Starting at the line that holds "Annotation task. Read", copy every line exactly through the end of the data, and no others.

━━━━

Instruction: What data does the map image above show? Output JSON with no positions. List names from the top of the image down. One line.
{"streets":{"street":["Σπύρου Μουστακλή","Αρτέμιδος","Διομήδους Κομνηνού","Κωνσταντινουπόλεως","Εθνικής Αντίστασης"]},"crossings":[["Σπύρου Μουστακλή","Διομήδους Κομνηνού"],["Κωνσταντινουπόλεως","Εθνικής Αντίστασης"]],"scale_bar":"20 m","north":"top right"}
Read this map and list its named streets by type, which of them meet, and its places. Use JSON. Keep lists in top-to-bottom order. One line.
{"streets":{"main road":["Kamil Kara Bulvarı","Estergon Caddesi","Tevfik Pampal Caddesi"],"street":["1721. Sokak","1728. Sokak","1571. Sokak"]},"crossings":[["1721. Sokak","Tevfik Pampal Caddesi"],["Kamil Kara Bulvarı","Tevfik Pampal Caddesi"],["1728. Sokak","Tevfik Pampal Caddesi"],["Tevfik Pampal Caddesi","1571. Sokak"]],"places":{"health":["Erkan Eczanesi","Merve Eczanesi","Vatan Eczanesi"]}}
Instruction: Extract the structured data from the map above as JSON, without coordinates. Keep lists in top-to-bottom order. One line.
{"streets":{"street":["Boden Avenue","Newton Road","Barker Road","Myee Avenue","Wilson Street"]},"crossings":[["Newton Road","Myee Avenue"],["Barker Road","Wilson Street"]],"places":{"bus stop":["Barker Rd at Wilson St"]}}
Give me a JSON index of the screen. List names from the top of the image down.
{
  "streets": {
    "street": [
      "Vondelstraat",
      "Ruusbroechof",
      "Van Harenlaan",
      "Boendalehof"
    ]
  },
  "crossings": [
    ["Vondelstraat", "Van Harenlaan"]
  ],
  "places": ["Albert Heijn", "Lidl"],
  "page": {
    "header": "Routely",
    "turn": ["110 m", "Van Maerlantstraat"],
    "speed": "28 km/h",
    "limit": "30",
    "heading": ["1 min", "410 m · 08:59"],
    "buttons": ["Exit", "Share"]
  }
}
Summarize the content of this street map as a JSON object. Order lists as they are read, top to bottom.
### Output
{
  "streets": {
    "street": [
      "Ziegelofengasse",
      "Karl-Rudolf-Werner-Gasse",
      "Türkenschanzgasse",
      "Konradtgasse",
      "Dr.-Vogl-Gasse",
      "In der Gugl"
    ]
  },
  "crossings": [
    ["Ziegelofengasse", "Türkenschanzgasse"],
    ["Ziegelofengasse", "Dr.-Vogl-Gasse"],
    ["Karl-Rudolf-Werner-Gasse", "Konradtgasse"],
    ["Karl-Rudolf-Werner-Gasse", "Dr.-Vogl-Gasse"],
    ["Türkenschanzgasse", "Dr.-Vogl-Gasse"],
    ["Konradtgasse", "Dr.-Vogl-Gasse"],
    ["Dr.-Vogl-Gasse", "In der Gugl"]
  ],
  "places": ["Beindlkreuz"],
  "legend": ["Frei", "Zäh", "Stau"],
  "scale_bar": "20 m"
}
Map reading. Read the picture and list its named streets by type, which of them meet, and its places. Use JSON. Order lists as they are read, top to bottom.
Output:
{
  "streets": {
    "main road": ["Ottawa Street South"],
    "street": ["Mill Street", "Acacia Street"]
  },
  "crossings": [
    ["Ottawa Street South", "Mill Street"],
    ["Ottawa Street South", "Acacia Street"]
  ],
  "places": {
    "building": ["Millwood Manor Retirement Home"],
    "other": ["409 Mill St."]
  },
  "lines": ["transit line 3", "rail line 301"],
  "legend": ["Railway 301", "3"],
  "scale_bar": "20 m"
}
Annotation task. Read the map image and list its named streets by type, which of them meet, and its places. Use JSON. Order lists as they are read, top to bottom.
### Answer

━━━━

## Output of the exercise
Annotation task. Read the map image and list its named streets by type, which of them meet, and its places. Use JSON. Order lists as they are read, top to bottom.
### Answer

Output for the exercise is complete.